Discover MakerZone

MATLAB and Simulink resources for Arduino, LEGO, and Raspberry Pi

Learn more

Discover what MATLAB® can do for your career.

Opportunities for recent engineering grads.

Apply Today

Thread Subject:
Compute a bivariate probability mass function on a predefined grid without loops

Subject: Compute a bivariate probability mass function on a predefined grid without loops

From: Massimo

Date: 20 Apr, 2012 16:55:12

Message: 1 of 11

Hi,
I have a problem very similar to the one I posted some time ago here:

http://www.mathworks.it/matlabcentral/newsreader/view_thread/311682#849815

the main difference is that now I am dealing with a 2D grid and therefore the density needs to be distributed in 4 points to obtain a discretized pmf (you can think of it as a 2D histogram).

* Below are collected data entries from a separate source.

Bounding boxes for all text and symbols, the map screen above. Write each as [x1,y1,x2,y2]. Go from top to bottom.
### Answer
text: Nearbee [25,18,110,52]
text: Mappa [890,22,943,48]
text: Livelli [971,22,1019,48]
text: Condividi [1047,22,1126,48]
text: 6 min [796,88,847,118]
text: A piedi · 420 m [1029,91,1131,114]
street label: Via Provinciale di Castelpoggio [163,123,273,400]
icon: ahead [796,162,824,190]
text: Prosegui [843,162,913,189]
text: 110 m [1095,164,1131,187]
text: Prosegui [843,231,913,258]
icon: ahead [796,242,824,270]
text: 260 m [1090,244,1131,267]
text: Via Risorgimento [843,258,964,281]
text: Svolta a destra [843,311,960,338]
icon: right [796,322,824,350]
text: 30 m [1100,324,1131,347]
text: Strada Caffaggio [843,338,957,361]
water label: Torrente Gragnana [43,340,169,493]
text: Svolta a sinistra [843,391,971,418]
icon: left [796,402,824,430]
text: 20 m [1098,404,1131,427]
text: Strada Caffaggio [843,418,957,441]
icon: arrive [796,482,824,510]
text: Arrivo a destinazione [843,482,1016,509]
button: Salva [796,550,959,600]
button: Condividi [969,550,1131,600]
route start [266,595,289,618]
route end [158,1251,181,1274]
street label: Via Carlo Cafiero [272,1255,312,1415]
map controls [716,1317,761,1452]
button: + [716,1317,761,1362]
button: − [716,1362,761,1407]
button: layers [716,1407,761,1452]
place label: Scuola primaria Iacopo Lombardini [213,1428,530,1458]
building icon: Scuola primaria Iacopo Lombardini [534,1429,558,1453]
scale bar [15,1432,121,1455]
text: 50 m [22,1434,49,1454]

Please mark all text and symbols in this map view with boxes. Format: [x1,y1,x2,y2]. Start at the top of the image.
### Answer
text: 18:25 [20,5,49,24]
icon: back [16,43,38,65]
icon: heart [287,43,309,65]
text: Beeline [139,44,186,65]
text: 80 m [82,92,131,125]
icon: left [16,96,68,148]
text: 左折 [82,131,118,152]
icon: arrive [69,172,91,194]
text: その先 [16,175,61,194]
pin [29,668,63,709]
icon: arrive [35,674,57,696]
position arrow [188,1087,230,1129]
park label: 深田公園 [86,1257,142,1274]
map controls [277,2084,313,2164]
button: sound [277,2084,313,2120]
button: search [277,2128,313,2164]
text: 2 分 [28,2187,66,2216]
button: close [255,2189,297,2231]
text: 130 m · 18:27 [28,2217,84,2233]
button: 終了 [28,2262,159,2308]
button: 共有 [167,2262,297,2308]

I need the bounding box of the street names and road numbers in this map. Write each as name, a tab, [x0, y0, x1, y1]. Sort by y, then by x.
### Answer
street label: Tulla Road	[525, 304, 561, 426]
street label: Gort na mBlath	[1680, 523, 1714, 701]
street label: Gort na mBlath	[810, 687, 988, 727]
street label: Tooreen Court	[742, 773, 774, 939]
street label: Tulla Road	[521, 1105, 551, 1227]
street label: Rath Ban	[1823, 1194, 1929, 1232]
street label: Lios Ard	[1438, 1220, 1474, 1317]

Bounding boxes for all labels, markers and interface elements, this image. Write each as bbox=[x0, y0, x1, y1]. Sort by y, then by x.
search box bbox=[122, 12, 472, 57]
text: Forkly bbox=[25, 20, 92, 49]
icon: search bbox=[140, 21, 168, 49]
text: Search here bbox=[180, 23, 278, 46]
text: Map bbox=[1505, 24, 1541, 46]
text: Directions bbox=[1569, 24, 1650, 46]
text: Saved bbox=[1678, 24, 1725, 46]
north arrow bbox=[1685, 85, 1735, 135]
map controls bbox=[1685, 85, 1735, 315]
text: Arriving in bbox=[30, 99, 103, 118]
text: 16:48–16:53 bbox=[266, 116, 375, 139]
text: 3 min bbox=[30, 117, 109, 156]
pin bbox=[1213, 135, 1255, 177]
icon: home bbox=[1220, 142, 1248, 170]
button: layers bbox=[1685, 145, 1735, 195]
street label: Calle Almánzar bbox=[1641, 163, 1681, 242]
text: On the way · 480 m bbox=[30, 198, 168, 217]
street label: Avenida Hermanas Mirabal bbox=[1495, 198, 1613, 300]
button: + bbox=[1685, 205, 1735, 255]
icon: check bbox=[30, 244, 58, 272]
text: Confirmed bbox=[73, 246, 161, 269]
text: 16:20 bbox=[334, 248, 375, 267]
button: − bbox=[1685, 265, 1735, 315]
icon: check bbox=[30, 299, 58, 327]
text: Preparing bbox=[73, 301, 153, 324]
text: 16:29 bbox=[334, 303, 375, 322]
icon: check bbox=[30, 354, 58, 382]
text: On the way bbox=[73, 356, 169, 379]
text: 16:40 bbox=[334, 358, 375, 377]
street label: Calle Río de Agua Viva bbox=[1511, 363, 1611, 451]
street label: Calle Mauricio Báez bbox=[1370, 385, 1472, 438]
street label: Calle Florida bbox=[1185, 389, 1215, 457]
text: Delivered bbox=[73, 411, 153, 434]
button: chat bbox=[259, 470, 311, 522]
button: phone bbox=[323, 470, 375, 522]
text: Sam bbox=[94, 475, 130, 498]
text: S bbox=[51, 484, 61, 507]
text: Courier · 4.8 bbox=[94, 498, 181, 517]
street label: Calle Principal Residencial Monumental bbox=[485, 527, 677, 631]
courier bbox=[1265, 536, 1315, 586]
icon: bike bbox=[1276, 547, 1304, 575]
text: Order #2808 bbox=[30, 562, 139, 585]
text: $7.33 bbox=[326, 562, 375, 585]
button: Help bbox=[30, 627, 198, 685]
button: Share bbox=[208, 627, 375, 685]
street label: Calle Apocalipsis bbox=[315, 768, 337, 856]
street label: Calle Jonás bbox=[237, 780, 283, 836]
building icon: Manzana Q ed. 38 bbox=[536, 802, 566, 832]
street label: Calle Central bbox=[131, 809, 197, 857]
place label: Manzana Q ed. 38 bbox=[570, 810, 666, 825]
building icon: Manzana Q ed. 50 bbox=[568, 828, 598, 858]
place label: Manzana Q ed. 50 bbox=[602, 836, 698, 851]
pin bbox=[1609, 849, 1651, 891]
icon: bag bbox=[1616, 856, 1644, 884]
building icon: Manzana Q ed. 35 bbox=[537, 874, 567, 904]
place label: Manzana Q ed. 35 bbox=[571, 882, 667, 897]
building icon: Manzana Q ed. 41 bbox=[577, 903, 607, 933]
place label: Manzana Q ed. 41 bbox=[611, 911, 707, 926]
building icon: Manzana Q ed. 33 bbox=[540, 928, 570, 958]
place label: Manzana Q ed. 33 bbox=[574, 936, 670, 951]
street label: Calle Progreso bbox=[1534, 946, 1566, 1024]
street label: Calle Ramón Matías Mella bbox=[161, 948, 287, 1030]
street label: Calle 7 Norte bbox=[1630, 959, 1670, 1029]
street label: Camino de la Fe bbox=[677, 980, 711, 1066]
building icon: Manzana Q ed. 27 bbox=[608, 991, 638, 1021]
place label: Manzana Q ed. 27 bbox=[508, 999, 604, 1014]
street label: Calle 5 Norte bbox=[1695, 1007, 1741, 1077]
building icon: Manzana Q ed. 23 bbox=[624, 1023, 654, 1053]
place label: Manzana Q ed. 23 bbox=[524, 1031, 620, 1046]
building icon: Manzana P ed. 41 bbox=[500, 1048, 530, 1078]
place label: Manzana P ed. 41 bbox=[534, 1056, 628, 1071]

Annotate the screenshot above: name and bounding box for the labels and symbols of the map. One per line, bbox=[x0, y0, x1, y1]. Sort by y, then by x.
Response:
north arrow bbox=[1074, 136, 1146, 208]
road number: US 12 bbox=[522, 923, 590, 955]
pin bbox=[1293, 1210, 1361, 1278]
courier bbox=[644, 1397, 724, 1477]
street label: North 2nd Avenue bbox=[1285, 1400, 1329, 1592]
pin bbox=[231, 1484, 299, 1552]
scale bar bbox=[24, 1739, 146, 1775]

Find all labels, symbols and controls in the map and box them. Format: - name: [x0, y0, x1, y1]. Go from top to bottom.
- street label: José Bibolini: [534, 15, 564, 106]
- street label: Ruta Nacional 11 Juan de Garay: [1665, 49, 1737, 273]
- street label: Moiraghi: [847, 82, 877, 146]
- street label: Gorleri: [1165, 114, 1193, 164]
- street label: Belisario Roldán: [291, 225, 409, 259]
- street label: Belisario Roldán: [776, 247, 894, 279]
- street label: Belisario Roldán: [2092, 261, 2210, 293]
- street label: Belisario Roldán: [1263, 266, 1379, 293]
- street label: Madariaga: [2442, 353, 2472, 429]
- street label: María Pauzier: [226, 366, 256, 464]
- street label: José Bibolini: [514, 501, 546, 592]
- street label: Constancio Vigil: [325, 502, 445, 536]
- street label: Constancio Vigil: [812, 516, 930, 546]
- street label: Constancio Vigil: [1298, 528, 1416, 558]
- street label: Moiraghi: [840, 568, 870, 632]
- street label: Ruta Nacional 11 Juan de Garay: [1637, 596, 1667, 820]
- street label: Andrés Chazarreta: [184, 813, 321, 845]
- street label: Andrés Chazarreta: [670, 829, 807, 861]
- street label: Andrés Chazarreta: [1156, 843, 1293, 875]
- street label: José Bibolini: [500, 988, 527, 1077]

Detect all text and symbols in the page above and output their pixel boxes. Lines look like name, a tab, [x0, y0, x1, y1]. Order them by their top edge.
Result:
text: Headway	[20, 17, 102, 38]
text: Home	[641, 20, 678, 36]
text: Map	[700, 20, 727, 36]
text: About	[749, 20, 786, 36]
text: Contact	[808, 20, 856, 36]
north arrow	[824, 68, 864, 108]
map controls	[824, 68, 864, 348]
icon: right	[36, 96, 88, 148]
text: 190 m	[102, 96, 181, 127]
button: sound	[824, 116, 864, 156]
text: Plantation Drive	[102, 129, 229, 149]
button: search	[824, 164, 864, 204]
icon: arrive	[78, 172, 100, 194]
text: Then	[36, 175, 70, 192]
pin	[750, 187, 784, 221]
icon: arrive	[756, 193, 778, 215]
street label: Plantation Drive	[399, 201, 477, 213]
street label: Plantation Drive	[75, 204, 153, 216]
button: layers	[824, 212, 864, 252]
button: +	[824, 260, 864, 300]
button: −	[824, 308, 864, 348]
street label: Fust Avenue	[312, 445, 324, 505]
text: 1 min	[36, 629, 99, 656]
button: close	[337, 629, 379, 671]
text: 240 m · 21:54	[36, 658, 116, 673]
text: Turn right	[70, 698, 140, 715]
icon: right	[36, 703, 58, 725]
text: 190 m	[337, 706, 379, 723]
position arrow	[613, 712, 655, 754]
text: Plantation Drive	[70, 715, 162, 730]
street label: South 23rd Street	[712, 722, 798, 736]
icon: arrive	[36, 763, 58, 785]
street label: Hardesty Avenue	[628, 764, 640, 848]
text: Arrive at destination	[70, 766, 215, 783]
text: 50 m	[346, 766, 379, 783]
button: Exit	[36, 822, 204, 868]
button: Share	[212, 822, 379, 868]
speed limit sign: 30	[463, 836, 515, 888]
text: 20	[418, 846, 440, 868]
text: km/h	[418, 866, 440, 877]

More precisely I have a predefined equally-spaced 2D grid of values over two vectors k,m , say:
k=linspace(k_min,k_max,N);
m=linspace(m_min,m_max,N);
[K, M]=ndgrid(k,m);

I also have 2 grids of values Sk and Sm of the same size (N*N) which are functions of k and m and whose values are suche that:
max(Sk(:))<k_max;
max(Sm(:))<m_max;
min(Sk(:))>k_min;
min(Sm(:))>m_min;

What I want to obtain is a joint probability mass function f(k,m) such that the joint density associated to each point (Sk(i,j),Sm(i,j)) in the domain spanned by k and m, is distributed to the grid points of the rectangle that contains (Sk(i,j),Sm(i,j)) according to its relative distance from such values.
In other words, suppose (Sk(i,j),Sm(i,j)) is contained in the rectangle: k(l),k(l+1),m(r),m(r+1),
then
define first:
a=Sk(i,j)-k(l);
b=Sm(i,j)-m(r);
c=k(l+1)-Sk(i,j);
d=m(r+1)-Sm(i,j);
and:
A=sqrt(a^2+b^2);
B=sqrt(c^2+b^2);
C=sqrt(c^2+d^2);
D=sqrt(a^2+d^2);
hence:

f(k(l),m(r))=A/(A+B+C+D);
f(k(l+1),m(r))=B/(A+B+C+D);
f(k(l+1),m(r+1))=C/(A+B+C+D);
f(k(l),m(r+1))=D/(A+B+C+D);

I am clearly able to compute f(k,m) using for loops, but since N is pretty large (between 5000 and 10000) and since this computation is inside an fsolve I am looking for a smart way to vectorize it.
I hope to have described the problem accurately, if you have questions please don't hesitate to ask them.
Thank you,
Massimo

Subject: Compute a bivariate probability mass function on a predefined grid without loops

From: Roger Stafford

Date: 21 Apr, 2012 03:48:17

Message: 2 of 11

"Massimo" <giovanma@bc.edu> wrote in message <jms4dg$7db$1@newscl01ah.mathworks.com>...
> I have a problem very similar to the one I posted some time ago here:
>
> http://www.mathworks.it/matlabcentral/newsreader/view_thread/311682#849815
> ..........
> A=sqrt(a^2+b^2);
> B=sqrt(c^2+b^2);
> C=sqrt(c^2+d^2);
> D=sqrt(a^2+d^2);
> hence:
>
> f(k(l),m(r))=A/(A+B+C+D);
> f(k(l+1),m(r))=B/(A+B+C+D);
> f(k(l+1),m(r+1))=C/(A+B+C+D);
> f(k(l),m(r+1))=D/(A+B+C+D);
> .........
- - - - - - - - -
  Your method of weighting here seems inconsistent with the intention established in your thread 311682 of Aug. 17, 2011. In that thread when s was equal to a(j) then a(j) received a weight of one and adjacent points weights of zero. In this thread when Sk = k(l) and Sm = m(r), then the point (k(l),m(r)) receives a weight of zero with the three other rectangle points receiving all the weight. As you pass over a point the particular three rectangular points receiving all the weights takes a discontinuous jump to a different rectangle. Why is this? Your weighting in accordance with relative Euclidean distances seems very strange.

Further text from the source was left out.